Dataset excerpts section start

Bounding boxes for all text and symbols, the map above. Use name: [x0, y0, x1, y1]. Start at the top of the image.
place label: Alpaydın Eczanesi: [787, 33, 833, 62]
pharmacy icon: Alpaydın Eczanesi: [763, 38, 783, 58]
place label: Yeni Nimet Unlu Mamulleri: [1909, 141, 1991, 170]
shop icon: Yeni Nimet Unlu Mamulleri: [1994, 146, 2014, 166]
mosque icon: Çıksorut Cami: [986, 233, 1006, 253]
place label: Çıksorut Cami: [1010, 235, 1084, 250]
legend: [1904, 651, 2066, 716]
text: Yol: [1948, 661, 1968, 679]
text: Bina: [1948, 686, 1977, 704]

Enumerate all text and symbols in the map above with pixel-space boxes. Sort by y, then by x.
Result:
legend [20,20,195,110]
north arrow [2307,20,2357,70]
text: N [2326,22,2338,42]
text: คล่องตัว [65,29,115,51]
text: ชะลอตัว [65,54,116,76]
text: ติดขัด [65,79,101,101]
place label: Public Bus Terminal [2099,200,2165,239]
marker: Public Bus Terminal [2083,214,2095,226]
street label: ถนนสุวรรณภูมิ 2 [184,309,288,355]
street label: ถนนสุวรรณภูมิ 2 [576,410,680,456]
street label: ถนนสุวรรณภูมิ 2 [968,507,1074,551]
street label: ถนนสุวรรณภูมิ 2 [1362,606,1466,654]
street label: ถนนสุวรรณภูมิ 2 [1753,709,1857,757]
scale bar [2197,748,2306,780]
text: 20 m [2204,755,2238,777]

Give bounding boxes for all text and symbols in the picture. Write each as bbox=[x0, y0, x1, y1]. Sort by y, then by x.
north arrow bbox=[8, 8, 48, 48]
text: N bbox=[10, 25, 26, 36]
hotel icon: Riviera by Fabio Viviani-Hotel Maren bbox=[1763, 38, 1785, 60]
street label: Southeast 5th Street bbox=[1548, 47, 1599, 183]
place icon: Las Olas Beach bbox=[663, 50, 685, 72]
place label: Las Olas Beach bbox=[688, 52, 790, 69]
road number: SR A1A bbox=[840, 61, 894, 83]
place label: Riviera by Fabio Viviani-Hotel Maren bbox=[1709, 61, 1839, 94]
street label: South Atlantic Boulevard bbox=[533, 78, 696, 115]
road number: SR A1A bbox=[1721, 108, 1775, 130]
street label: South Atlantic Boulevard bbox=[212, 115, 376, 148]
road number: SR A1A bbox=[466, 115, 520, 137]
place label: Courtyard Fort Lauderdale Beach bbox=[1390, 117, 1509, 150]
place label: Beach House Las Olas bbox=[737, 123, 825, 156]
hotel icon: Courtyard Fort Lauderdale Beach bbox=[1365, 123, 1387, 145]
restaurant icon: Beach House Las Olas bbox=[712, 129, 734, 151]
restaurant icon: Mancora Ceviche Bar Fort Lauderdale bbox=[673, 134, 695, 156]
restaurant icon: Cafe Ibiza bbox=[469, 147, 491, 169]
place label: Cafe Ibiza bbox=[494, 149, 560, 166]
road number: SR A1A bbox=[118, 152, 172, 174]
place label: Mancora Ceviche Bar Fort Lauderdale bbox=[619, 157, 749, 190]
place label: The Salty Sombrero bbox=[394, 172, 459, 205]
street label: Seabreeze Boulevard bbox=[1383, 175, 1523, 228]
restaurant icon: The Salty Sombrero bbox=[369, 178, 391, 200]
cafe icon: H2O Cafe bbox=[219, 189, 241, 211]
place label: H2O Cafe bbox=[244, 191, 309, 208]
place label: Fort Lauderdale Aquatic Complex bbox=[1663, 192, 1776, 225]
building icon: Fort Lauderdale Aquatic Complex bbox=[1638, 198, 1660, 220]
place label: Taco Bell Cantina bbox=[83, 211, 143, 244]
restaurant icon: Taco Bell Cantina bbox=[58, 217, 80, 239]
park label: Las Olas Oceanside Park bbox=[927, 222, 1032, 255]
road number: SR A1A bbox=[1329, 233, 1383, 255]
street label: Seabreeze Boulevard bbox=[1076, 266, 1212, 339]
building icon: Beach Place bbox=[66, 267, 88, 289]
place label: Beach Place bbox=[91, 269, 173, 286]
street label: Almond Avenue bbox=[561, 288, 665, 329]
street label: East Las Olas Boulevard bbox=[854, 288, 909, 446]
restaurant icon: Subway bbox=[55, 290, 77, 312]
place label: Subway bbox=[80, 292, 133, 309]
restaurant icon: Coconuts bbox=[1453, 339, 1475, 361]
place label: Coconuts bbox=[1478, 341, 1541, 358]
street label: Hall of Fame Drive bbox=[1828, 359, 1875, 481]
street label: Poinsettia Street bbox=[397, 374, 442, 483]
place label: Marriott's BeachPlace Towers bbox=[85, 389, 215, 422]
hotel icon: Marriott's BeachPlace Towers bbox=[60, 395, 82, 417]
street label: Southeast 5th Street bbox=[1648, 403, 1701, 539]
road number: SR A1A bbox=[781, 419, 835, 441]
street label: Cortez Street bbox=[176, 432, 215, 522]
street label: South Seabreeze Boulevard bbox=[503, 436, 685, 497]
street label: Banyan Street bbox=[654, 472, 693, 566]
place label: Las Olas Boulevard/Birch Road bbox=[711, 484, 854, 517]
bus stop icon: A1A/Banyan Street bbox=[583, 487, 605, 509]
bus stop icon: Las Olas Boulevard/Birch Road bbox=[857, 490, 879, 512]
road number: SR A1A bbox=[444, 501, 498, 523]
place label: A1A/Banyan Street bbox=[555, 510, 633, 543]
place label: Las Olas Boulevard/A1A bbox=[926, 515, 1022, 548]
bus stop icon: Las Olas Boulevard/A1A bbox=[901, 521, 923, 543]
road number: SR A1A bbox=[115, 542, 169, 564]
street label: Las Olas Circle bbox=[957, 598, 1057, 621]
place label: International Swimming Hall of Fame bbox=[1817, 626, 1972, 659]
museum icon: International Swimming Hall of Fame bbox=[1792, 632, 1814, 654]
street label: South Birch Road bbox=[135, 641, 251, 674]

Dataset excerpts section end

From the first line to the last, retype the records exactly.

Written response:
Bounding boxes for all text and symbols, the map above. Use name: [x0, y0, x1, y1]. Start at the top of the image.
place label: Alpaydın Eczanesi: [787, 33, 833, 62]
pharmacy icon: Alpaydın Eczanesi: [763, 38, 783, 58]
place label: Yeni Nimet Unlu Mamulleri: [1909, 141, 1991, 170]
shop icon: Yeni Nimet Unlu Mamulleri: [1994, 146, 2014, 166]
mosque icon: Çıksorut Cami: [986, 233, 1006, 253]
place label: Çıksorut Cami: [1010, 235, 1084, 250]
legend: [1904, 651, 2066, 716]
text: Yol: [1948, 661, 1968, 679]
text: Bina: [1948, 686, 1977, 704]

Enumerate all text and symbols in the map above with pixel-space boxes. Sort by y, then by x.
Result:
legend [20,20,195,110]
north arrow [2307,20,2357,70]
text: N [2326,22,2338,42]
text: คล่องตัว [65,29,115,51]
text: ชะลอตัว [65,54,116,76]
text: ติดขัด [65,79,101,101]
place label: Public Bus Terminal [2099,200,2165,239]
marker: Public Bus Terminal [2083,214,2095,226]
street label: ถนนสุวรรณภูมิ 2 [184,309,288,355]
street label: ถนนสุวรรณภูมิ 2 [576,410,680,456]
street label: ถนนสุวรรณภูมิ 2 [968,507,1074,551]
street label: ถนนสุวรรณภูมิ 2 [1362,606,1466,654]
street label: ถนนสุวรรณภูมิ 2 [1753,709,1857,757]
scale bar [2197,748,2306,780]
text: 20 m [2204,755,2238,777]

Give bounding boxes for all text and symbols in the picture. Write each as bbox=[x0, y0, x1, y1]. Sort by y, then by x.
north arrow bbox=[8, 8, 48, 48]
text: N bbox=[10, 25, 26, 36]
hotel icon: Riviera by Fabio Viviani-Hotel Maren bbox=[1763, 38, 1785, 60]
street label: Southeast 5th Street bbox=[1548, 47, 1599, 183]
place icon: Las Olas Beach bbox=[663, 50, 685, 72]
place label: Las Olas Beach bbox=[688, 52, 790, 69]
road number: SR A1A bbox=[840, 61, 894, 83]
place label: Riviera by Fabio Viviani-Hotel Maren bbox=[1709, 61, 1839, 94]
street label: South Atlantic Boulevard bbox=[533, 78, 696, 115]
road number: SR A1A bbox=[1721, 108, 1775, 130]
street label: South Atlantic Boulevard bbox=[212, 115, 376, 148]
road number: SR A1A bbox=[466, 115, 520, 137]
place label: Courtyard Fort Lauderdale Beach bbox=[1390, 117, 1509, 150]
place label: Beach House Las Olas bbox=[737, 123, 825, 156]
hotel icon: Courtyard Fort Lauderdale Beach bbox=[1365, 123, 1387, 145]
restaurant icon: Beach House Las Olas bbox=[712, 129, 734, 151]
restaurant icon: Mancora Ceviche Bar Fort Lauderdale bbox=[673, 134, 695, 156]
restaurant icon: Cafe Ibiza bbox=[469, 147, 491, 169]
place label: Cafe Ibiza bbox=[494, 149, 560, 166]
road number: SR A1A bbox=[118, 152, 172, 174]
place label: Mancora Ceviche Bar Fort Lauderdale bbox=[619, 157, 749, 190]
place label: The Salty Sombrero bbox=[394, 172, 459, 205]
street label: Seabreeze Boulevard bbox=[1383, 175, 1523, 228]
restaurant icon: The Salty Sombrero bbox=[369, 178, 391, 200]
cafe icon: H2O Cafe bbox=[219, 189, 241, 211]
place label: H2O Cafe bbox=[244, 191, 309, 208]
place label: Fort Lauderdale Aquatic Complex bbox=[1663, 192, 1776, 225]
building icon: Fort Lauderdale Aquatic Complex bbox=[1638, 198, 1660, 220]
place label: Taco Bell Cantina bbox=[83, 211, 143, 244]
restaurant icon: Taco Bell Cantina bbox=[58, 217, 80, 239]
park label: Las Olas Oceanside Park bbox=[927, 222, 1032, 255]
road number: SR A1A bbox=[1329, 233, 1383, 255]
street label: Seabreeze Boulevard bbox=[1076, 266, 1212, 339]
building icon: Beach Place bbox=[66, 267, 88, 289]
place label: Beach Place bbox=[91, 269, 173, 286]
street label: Almond Avenue bbox=[561, 288, 665, 329]
street label: East Las Olas Boulevard bbox=[854, 288, 909, 446]
restaurant icon: Subway bbox=[55, 290, 77, 312]
place label: Subway bbox=[80, 292, 133, 309]
restaurant icon: Coconuts bbox=[1453, 339, 1475, 361]
place label: Coconuts bbox=[1478, 341, 1541, 358]
street label: Hall of Fame Drive bbox=[1828, 359, 1875, 481]
street label: Poinsettia Street bbox=[397, 374, 442, 483]
place label: Marriott's BeachPlace Towers bbox=[85, 389, 215, 422]
hotel icon: Marriott's BeachPlace Towers bbox=[60, 395, 82, 417]
street label: Southeast 5th Street bbox=[1648, 403, 1701, 539]
road number: SR A1A bbox=[781, 419, 835, 441]
street label: Cortez Street bbox=[176, 432, 215, 522]
street label: South Seabreeze Boulevard bbox=[503, 436, 685, 497]
street label: Banyan Street bbox=[654, 472, 693, 566]
place label: Las Olas Boulevard/Birch Road bbox=[711, 484, 854, 517]
bus stop icon: A1A/Banyan Street bbox=[583, 487, 605, 509]
bus stop icon: Las Olas Boulevard/Birch Road bbox=[857, 490, 879, 512]
road number: SR A1A bbox=[444, 501, 498, 523]
place label: A1A/Banyan Street bbox=[555, 510, 633, 543]
place label: Las Olas Boulevard/A1A bbox=[926, 515, 1022, 548]
bus stop icon: Las Olas Boulevard/A1A bbox=[901, 521, 923, 543]
road number: SR A1A bbox=[115, 542, 169, 564]
street label: Las Olas Circle bbox=[957, 598, 1057, 621]
place label: International Swimming Hall of Fame bbox=[1817, 626, 1972, 659]
museum icon: International Swimming Hall of Fame bbox=[1792, 632, 1814, 654]
street label: South Birch Road bbox=[135, 641, 251, 674]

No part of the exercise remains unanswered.